As they rode along, their cheeks were polished apple red by the cold autumnal winds. On the second day the weather broke and gray clouds rode sullenly over the brooding Mendip Hills. The leaves and grass seemed a darker green than before, and that was when the rain actually started, lightly at first like a fine mist. Then, as if the heavens had been slit open with a knife, rain torrented down.
They sheltered as best they could in a copse of trees, the horses stomping restlessly under the drip-drip-dripping from the overhanging branches. There was no lightning, and Artos alone was relieved. The dragon had told him a man could die struck by lightning and that lightning sought the high point, like a tree. The dripping of the rain down the back of his neck was all part of the adventure.
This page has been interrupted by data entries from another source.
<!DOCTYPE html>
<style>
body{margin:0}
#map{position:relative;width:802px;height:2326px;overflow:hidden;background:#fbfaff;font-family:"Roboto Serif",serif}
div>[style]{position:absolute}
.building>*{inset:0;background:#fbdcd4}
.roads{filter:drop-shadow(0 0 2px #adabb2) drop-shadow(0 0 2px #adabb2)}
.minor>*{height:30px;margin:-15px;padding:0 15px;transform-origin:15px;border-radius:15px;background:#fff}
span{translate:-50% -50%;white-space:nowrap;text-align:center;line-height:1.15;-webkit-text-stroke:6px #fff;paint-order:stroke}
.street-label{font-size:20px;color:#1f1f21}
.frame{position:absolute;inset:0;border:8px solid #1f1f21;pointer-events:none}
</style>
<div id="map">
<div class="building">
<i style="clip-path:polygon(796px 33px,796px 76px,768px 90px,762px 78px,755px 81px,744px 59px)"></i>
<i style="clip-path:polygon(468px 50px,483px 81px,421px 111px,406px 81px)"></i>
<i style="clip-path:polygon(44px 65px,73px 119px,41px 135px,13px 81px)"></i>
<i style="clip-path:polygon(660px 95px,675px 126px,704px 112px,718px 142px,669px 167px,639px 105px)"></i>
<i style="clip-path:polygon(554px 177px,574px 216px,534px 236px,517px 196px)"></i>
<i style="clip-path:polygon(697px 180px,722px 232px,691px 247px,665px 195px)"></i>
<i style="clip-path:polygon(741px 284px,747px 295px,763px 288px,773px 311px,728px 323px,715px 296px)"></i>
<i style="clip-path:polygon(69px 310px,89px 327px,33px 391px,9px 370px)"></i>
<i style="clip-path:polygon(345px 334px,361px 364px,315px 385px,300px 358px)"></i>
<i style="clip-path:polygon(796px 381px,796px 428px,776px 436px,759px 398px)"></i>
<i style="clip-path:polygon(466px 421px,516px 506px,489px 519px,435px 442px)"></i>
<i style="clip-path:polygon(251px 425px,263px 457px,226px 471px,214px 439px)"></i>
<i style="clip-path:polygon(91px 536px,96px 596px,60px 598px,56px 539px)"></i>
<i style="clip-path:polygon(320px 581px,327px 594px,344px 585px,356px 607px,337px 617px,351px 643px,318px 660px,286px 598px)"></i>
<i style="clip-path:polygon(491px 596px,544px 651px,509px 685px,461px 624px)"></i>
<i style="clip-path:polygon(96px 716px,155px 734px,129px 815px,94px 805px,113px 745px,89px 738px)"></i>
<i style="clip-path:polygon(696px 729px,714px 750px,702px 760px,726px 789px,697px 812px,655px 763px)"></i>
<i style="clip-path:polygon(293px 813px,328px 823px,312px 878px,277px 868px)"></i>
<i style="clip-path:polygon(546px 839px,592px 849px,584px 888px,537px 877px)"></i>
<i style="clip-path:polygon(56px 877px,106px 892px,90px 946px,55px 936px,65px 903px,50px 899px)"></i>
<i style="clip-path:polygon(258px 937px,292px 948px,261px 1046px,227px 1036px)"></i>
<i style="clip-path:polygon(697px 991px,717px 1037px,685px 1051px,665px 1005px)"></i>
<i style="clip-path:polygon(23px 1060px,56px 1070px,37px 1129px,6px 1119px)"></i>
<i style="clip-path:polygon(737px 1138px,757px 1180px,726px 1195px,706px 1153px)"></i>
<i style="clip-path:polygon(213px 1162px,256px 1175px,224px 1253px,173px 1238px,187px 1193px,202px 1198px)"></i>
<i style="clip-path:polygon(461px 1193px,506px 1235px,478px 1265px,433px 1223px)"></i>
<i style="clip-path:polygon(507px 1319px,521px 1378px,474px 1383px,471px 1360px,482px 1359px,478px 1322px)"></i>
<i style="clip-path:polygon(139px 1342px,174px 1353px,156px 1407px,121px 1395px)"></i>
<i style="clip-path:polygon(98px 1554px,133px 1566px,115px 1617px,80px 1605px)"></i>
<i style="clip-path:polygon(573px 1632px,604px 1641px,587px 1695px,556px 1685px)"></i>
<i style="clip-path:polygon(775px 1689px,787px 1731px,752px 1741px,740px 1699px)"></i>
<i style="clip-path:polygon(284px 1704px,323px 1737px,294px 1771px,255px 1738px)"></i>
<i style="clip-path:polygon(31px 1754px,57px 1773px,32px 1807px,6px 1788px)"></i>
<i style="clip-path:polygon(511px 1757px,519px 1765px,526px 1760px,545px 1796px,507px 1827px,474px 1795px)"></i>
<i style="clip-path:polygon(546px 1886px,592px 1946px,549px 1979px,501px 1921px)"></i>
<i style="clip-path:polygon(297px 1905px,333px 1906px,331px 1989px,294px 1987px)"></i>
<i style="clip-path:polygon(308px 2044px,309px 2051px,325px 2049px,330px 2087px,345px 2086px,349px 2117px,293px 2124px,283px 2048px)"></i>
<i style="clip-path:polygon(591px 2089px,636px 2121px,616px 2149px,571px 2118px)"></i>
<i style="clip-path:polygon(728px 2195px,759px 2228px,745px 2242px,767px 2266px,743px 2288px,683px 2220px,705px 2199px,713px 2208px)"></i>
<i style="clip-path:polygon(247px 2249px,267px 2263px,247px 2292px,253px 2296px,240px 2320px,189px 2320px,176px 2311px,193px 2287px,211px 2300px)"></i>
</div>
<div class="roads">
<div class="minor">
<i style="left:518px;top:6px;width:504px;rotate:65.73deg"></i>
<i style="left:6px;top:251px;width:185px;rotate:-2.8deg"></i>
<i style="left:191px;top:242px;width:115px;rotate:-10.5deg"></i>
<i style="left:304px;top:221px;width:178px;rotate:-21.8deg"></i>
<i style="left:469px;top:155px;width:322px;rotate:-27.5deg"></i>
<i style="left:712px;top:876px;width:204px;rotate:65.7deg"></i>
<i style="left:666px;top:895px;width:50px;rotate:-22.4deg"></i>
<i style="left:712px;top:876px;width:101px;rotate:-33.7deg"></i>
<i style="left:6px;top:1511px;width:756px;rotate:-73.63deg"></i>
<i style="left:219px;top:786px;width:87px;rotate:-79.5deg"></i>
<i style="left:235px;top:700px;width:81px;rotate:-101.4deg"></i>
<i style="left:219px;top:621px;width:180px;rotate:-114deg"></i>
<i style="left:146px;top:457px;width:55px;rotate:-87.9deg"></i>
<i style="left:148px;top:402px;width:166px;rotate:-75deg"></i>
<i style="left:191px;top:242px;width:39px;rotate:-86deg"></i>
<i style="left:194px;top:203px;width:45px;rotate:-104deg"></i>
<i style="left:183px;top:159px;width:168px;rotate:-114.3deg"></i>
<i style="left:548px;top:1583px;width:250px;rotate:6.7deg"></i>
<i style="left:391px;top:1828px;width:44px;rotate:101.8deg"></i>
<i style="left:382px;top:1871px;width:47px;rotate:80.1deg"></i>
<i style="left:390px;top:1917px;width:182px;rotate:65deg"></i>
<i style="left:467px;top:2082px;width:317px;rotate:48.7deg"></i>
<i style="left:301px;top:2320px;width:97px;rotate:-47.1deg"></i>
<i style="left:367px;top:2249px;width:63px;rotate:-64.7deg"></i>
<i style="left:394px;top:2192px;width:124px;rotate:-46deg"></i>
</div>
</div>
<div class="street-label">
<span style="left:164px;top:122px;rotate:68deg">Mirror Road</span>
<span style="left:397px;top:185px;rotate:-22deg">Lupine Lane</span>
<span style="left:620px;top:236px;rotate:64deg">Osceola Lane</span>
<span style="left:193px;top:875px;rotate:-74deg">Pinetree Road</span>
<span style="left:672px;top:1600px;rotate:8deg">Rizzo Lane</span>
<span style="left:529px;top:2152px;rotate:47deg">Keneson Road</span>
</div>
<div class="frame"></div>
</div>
Even the discomfort seemed fun, though Cai complained bitterly and long, as if the rain had been sent just to plague him.
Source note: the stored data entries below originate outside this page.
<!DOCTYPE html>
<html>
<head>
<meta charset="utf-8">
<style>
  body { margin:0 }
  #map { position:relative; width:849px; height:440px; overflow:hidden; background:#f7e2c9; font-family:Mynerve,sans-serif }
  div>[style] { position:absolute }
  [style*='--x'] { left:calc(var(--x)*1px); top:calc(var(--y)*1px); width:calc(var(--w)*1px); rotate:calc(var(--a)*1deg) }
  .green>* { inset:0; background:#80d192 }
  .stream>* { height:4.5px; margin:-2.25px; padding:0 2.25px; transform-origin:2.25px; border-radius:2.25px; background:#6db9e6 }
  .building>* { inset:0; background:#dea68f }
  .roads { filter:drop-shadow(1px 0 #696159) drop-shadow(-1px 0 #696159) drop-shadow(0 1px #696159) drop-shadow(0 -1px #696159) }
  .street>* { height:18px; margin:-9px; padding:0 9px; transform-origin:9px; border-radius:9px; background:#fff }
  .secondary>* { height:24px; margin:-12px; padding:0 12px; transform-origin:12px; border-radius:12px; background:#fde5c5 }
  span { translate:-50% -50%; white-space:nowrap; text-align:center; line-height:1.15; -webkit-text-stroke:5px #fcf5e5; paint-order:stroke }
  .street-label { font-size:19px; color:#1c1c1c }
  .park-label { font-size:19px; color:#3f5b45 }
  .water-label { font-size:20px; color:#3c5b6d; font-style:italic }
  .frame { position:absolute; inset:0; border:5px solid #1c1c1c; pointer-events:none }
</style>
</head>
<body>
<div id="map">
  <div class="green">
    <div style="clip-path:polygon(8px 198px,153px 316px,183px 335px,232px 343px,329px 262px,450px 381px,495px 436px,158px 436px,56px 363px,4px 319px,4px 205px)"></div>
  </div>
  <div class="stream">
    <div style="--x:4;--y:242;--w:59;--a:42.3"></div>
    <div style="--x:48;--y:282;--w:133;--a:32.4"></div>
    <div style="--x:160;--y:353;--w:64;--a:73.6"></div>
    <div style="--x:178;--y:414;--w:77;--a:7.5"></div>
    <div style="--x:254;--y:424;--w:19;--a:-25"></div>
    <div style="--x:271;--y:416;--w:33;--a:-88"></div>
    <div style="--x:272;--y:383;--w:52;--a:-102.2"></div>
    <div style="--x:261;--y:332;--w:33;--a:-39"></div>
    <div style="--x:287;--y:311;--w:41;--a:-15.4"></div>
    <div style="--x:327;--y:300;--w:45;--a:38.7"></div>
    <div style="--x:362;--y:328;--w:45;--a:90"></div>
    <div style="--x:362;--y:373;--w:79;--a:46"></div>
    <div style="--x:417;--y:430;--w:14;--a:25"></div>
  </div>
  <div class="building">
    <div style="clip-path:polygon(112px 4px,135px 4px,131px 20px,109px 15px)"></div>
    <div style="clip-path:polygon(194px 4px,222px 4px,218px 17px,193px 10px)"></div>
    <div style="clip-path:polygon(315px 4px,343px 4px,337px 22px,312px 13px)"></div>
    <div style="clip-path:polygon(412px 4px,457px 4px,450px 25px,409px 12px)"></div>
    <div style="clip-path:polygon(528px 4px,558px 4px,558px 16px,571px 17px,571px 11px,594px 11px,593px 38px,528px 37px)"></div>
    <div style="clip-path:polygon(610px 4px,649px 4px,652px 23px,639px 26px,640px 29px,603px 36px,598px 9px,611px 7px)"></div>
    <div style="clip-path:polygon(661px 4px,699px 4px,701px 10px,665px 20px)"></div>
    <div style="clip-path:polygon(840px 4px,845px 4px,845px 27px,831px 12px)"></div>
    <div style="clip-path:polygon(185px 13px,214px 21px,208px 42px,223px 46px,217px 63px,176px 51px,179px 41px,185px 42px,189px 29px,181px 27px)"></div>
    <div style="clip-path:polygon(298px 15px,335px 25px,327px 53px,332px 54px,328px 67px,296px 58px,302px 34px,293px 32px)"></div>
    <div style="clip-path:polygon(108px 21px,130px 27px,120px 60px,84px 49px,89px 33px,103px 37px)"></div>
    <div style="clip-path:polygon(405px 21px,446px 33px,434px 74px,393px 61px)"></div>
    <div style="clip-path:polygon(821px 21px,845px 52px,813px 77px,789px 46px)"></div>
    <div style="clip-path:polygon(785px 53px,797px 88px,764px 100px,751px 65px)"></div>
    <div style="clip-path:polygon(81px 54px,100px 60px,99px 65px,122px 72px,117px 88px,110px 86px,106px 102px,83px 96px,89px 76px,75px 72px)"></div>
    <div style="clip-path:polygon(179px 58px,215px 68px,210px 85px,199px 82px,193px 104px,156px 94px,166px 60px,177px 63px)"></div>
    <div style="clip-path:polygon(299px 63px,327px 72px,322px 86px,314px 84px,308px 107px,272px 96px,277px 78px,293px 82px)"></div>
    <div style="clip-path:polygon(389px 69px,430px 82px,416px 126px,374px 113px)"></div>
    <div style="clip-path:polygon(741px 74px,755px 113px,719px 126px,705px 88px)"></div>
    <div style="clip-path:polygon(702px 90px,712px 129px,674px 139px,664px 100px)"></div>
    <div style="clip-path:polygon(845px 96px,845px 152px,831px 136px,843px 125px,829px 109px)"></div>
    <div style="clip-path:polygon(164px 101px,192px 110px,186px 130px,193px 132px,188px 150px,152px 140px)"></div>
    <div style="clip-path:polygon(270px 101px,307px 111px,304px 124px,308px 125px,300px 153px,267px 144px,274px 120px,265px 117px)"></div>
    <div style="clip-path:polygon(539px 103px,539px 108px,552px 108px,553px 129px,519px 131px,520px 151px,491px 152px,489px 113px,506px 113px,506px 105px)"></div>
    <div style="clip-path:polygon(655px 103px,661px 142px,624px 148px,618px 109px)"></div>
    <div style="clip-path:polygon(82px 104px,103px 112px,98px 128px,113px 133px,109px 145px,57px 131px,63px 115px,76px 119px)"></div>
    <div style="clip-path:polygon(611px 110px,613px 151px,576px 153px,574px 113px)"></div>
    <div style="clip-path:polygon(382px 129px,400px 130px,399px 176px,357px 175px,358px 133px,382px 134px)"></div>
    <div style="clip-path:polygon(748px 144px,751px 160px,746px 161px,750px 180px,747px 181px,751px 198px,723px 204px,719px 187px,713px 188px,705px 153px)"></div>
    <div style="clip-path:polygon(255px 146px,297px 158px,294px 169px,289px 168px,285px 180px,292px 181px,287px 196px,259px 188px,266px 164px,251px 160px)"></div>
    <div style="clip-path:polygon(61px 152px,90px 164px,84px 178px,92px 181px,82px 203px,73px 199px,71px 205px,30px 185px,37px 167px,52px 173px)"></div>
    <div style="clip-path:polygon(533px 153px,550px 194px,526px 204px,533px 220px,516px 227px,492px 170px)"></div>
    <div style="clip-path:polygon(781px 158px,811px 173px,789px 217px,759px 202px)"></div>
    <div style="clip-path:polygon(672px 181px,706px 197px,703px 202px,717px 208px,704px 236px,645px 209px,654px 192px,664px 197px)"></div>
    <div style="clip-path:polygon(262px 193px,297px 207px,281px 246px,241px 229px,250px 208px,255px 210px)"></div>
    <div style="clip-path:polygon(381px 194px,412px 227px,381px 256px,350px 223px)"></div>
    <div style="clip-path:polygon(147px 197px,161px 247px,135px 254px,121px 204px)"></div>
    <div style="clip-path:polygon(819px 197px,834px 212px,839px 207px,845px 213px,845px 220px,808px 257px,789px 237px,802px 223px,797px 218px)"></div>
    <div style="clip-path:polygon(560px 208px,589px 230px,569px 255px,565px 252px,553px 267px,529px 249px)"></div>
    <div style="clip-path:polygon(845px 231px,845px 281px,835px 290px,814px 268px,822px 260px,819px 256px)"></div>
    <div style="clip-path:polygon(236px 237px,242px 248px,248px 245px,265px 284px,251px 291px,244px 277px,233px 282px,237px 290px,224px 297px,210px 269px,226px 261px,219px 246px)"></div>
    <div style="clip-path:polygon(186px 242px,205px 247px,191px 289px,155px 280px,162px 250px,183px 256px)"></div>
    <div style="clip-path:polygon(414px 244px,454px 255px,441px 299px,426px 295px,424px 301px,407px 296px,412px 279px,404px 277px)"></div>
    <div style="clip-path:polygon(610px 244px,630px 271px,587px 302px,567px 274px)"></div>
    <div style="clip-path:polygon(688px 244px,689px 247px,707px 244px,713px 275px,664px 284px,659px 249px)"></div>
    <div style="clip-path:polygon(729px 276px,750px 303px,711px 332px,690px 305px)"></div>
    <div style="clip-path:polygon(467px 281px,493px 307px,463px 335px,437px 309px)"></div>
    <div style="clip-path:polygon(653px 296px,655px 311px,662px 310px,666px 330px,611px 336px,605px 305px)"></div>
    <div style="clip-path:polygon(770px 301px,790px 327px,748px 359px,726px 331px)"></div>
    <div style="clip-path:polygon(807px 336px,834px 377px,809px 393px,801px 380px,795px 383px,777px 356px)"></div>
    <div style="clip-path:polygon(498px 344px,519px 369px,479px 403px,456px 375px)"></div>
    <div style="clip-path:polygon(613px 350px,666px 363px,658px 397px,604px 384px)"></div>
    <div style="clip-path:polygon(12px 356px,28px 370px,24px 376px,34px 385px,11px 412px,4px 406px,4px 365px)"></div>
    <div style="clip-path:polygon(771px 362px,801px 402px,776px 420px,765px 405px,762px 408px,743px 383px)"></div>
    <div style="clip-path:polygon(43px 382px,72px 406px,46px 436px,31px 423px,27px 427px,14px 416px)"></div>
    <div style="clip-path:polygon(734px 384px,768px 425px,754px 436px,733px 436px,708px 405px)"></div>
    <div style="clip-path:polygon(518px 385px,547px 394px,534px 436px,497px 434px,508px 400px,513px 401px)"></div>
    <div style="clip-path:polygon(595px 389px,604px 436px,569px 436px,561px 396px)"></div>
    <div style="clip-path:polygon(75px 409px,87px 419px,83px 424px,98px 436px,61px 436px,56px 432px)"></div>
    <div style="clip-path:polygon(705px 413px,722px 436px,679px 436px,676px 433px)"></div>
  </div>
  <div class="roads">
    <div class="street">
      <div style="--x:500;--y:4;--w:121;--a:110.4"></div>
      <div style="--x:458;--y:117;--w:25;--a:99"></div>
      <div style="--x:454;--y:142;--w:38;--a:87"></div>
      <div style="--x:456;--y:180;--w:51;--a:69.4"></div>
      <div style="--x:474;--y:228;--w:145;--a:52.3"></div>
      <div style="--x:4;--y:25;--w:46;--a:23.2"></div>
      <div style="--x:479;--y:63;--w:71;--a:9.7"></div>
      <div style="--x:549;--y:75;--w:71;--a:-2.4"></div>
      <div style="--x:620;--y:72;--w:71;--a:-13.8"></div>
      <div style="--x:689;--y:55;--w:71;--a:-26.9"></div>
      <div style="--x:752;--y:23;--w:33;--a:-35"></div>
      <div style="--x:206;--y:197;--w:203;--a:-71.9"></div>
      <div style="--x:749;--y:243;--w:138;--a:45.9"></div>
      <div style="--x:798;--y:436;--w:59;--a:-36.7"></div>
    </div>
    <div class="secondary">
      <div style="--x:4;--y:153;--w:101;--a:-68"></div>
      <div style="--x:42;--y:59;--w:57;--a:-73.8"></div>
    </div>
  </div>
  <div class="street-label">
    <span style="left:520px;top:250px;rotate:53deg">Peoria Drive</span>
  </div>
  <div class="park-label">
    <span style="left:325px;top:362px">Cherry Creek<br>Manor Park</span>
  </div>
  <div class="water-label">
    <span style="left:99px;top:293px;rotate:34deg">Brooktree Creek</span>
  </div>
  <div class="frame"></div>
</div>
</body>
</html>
At Shapwick there was a junior tournament for boys under sixteen. The other three signed up at once, but Artos held back. He’d really only worked with wands and not his sword, though he’d brought it with him, of course. And he was curiously reluctant to use it against another person in fun. But he was loud in his cheering for his three friends, so much so that many people turned to smile at him for his boisterous loyalty.
Cai was eliminated in the first round, but by a giant of a boy, so he didn’t feel too terribly downcast. And when that giant was beaten in the final round by Bed, in a long and sweaty battle, Cai was positively elated.
Lancot won with the lance.
Artos was agog at the banners and drums and horns and—quite frankly—at the enormous numbers of people. The closest he’d ever come to seeing that many people in one place had been th
e last time the High King had visited Sir Ector, and that had been several years earlier, with scarcely a tenth of the crowd. He stored up the faces and the sounds and the smells to take back with him.
He especially liked the pie sellers and was nearly sick from eating six pork pies in quick succession, the hot, tangy sauce running down his chin. Luckily the pieman ran out of pies before Artos ran out of coins, and he spent the last of that day’s coins to listen to a traveling troupe of players who told “The Conception of Pryderi” better than anyone he’d ever heard.
Five days later at Woolvington’s wool fair, when they were settled at a fine inn, Cai kissed Olwen, a serving girl, and even told her that he loved her. But then, privately, he said horribly funny things about her to Bed and Lancot and Artos. Artos felt awful about it, but he couldn’t bring himself to say anything to Cai. As Cai continued all evening to make jokes about the girl—about her fat ostler father and her ugly mother who was the inn’s cook—Artos fell to remembering the way he’d treated poor garlicky Mag. He felt his chin sink lower and lower onto his chest and he wondered what to do. Since he didn’t want to lose his new friends, he didn’t protest, but he began to think a lot about the dragon’s wisdoms.
It wasn’t until their last evening at Woolvington fair, with Olwen sitting all unhappy by Cai’s side and Cai winking broadly at his friends as if to remind them about his jokes at her expense, that Artos finally knew what he had to do.
He had been asked to sing and had gotten through several songs when he remembered one the dragon had taught him called “Olwen the Fair.” It was a sad song, really, for in the end Olwen dies. But it was lavish in its praise for the song’s Olwen, for her fair cheeks and eyes the blue of cornflowers. He sang it directly to Cai’s wench, ignoring the smirks and giggles of the other boys. He let her know with the song that he, at least, honored her.
At the song’s end Cai’s yellow-haired Olwen was so touched, she gave Artos a kiss and went out of the room with her head held high. Cai was a bit annoyed at losing her. And the guards who had accompanied them did not understand.